The brachial plexus is an intricate network of nerves that originate from the spinal cord and extend to the arm. It consists of five major nerve roots — the musculocutaneous, axillary, median, radial, and ulnar nerves — and an arrangement of nerves known as the “M” shape, which includes the ulnar, median, and musculocutaneous nerves. Minor branches from all five parts of the plexus are the dorsal scapular nerve, the long thoracic nerve, the suprascapular nerve, the nerve to subclavius, the lateral pectoral nerve, the medial pectoral nerve, the medial cutaneous nerve of the arm, the medial cutaneous nerve of the forearm, the superior subscapular nerve, the thoracodorsal nerve, and the inferior subscapular nerve.
Understanding the sensory functions of the brachial plexus is important for recognizing and locating it during a dissection of the upper limb. It can be difficult to recognize when dissecting due to it typically appearing as a mass of nerves.

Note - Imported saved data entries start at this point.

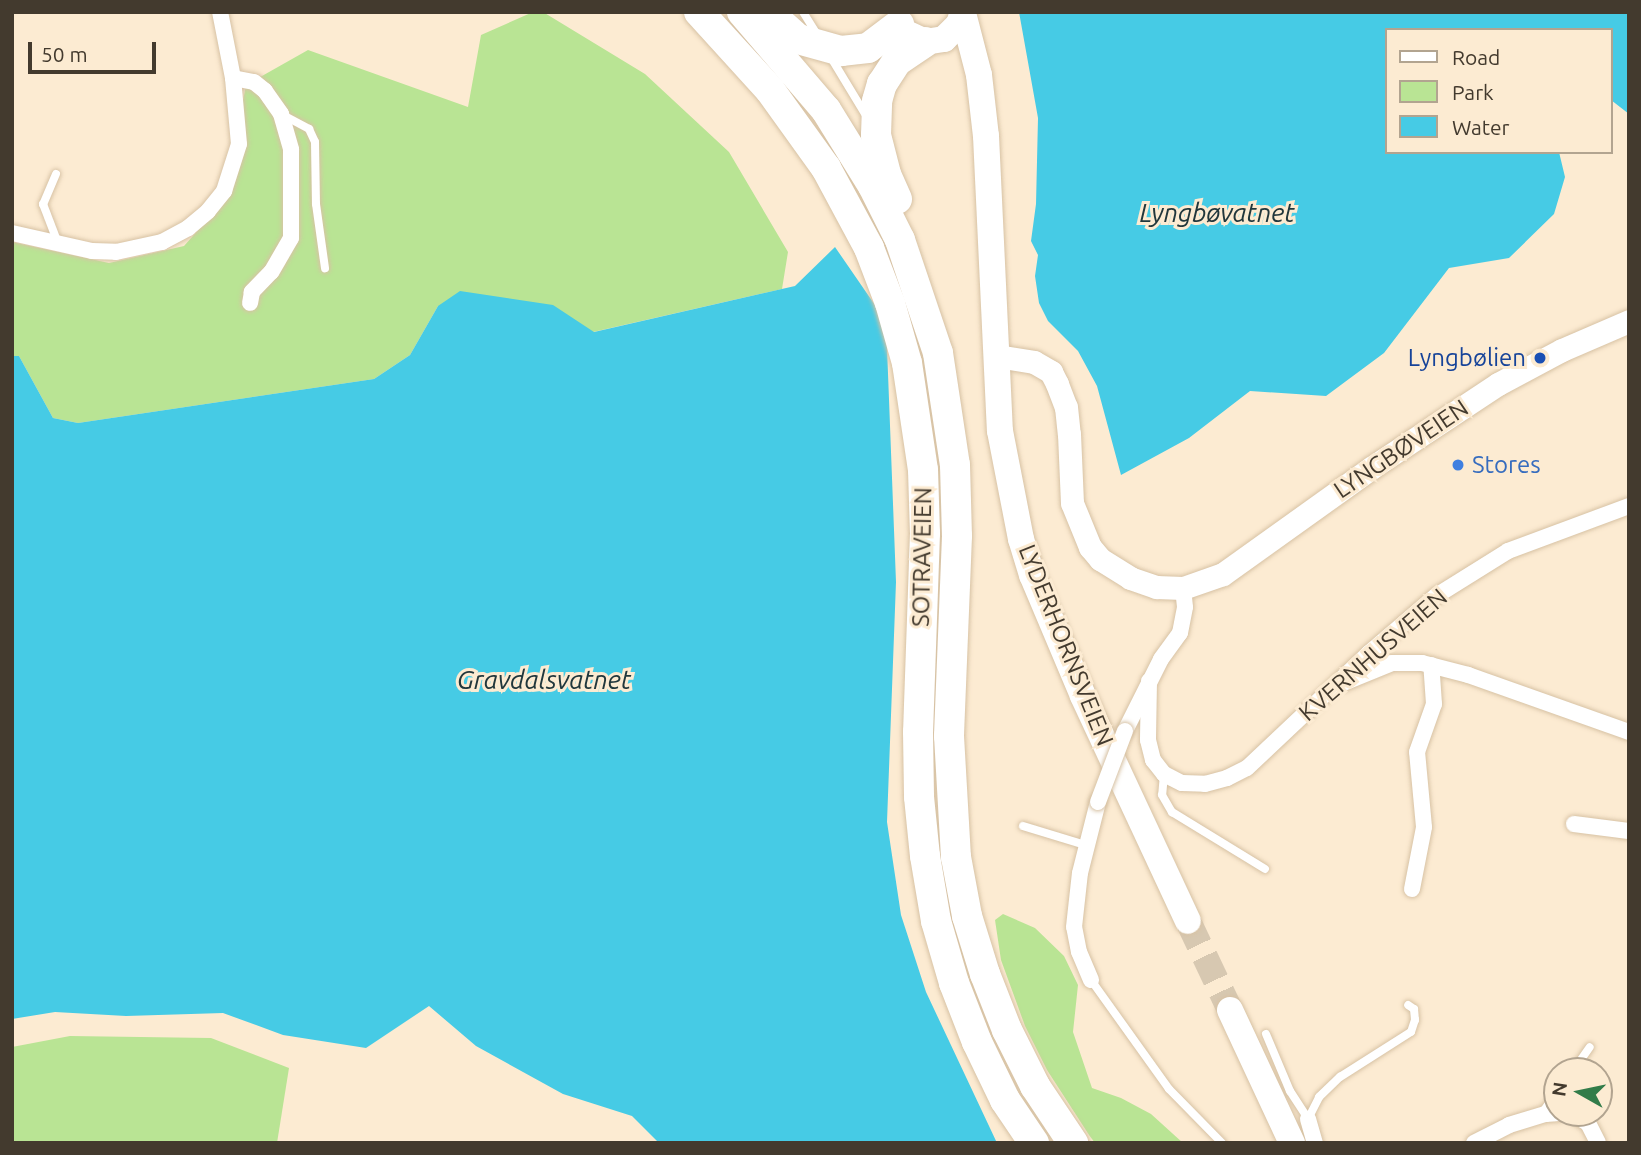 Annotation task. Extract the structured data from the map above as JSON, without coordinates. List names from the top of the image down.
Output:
{
  "streets": {
    "highway": ["SOTRAVEIEN"],
    "main road": ["LYDERHORNSVEIEN"],
    "street": ["LYNGBØVEIEN", "KVERNHUSVEIEN"]
  },
  "crossings": [
    ["LYNGBØVEIEN", "LYDERHORNSVEIEN"]
  ],
  "water": ["Lyngbøvatnet", "Gravdalsvatnet"],
  "places": ["Lyngbølien", "Stores"],
  "legend": ["Road", "Park", "Water"],
  "scale_bar": "50 m",
  "north": "left"
} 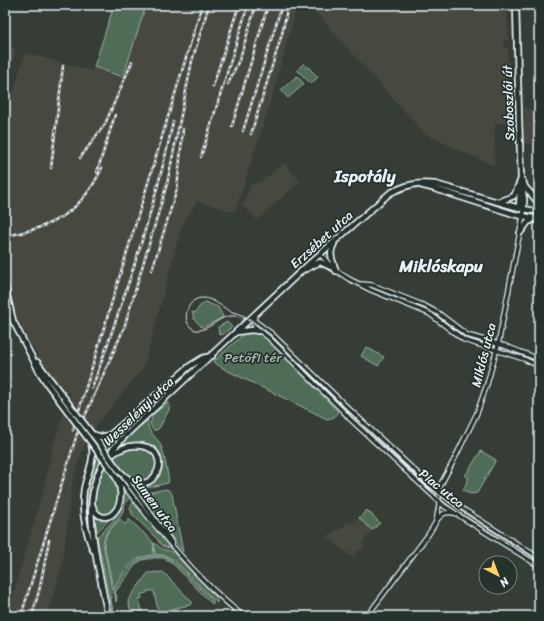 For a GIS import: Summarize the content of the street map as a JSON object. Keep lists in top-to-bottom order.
{
  "streets": {
    "main road": ["Szoboszlói út", "Erzsébet utca", "Wesselényi utca"],
    "street": ["Miklós utca", "Piac utca", "Sumen utca"]
  },
  "crossings": [
    ["Szoboszlói út", "Erzsébet utca"],
    ["Erzsébet utca", "Wesselényi utca"],
    ["Erzsébet utca", "Piac utca"],
    ["Miklós utca", "Piac utca"],
    ["Wesselényi utca", "Piac utca"]
  ],
  "districts": ["Ispotály", "Miklóskapu"],
  "parks": ["Petőfi tér"],
  "north": "bottom right"
} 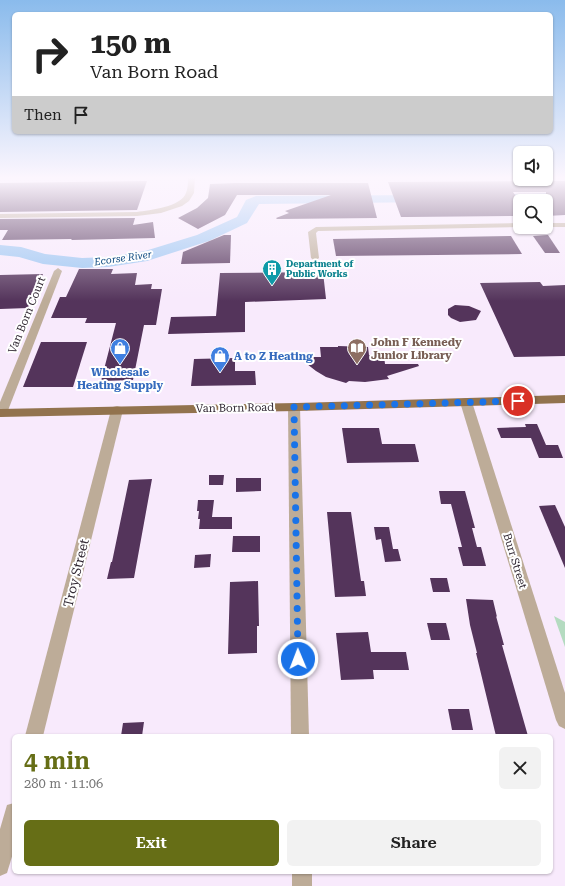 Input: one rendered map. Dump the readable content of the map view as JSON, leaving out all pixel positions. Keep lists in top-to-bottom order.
{
  "streets": {
    "main road": ["Van Born Road"],
    "street": ["Van Born Court", "Burr Street", "Troy Street"]
  },
  "crossings": [
    ["Van Born Court", "Van Born Road"],
    ["Van Born Road", "Burr Street"],
    ["Van Born Road", "Troy Street"]
  ],
  "water": ["Ecorse River"],
  "places": {
    "building": ["Department of Public Works"],
    "shop": ["Wholesale Heating Supply", "A to Z Heating"],
    "library": ["John F Kennedy Junior Library"]
  },
  "page": {
    "turn": ["150 m", "Van Born Road"],
    "then": "Then",
    "heading": ["4 min", "280 m · 11:06"],
    "buttons": ["Exit", "Share"]
  }
}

A key shape to look for is an ‘M’ shape, which is formed by the median, ulnar, and musculocutaneous nerves and is usually found superficial to the axillary artery.
Injuries to certain parts of the brachial plexus can cause significant medical issues, known as Erb's and Klumpke's palsies. Erb's palsy, otherwise known as Erb-Duchenne palsy, affects the C5-6 roots of the plexus, resulting in damage to the musculocutaneous, axillary, suprascapular, and nerve to subclavius nerves. Muscles commonly affected by Erb's palsy include the supraspinatus, infraspinatus, subclavius, biceps brachii, brachialis, coracobrachialis, deltoid, and teres minor. Motor functions affected by this condition include the abduction at the shoulder, lateral rotation of the arm, supination of the forearm, and flexion at the shoulder. Sensory functions affected include sensation over the lateral aspect of the upper limb.
Klumpke's palsy involves the C8-T1 roots of the plexus and results in damage to the ulnar and median nerves, along with the intrinsic hand muscles. Sensory functions are affected along the medial side of the upper limb. The most characteristic feature of Klumpke's palsy is a clawed hand due to paralysis of the lumbrical muscles.
When considering the practical relevance of the brachial plexus, understanding the anatomy and the sensory functions is crucial. The brachial plexus is responsible for motor and sensory functions of the upper limb, and identifying any abnormalities or deficiencies can have serious consequences. Thus it is important to have a comprehensive understanding of the anatomy and function of this complex network of nerves.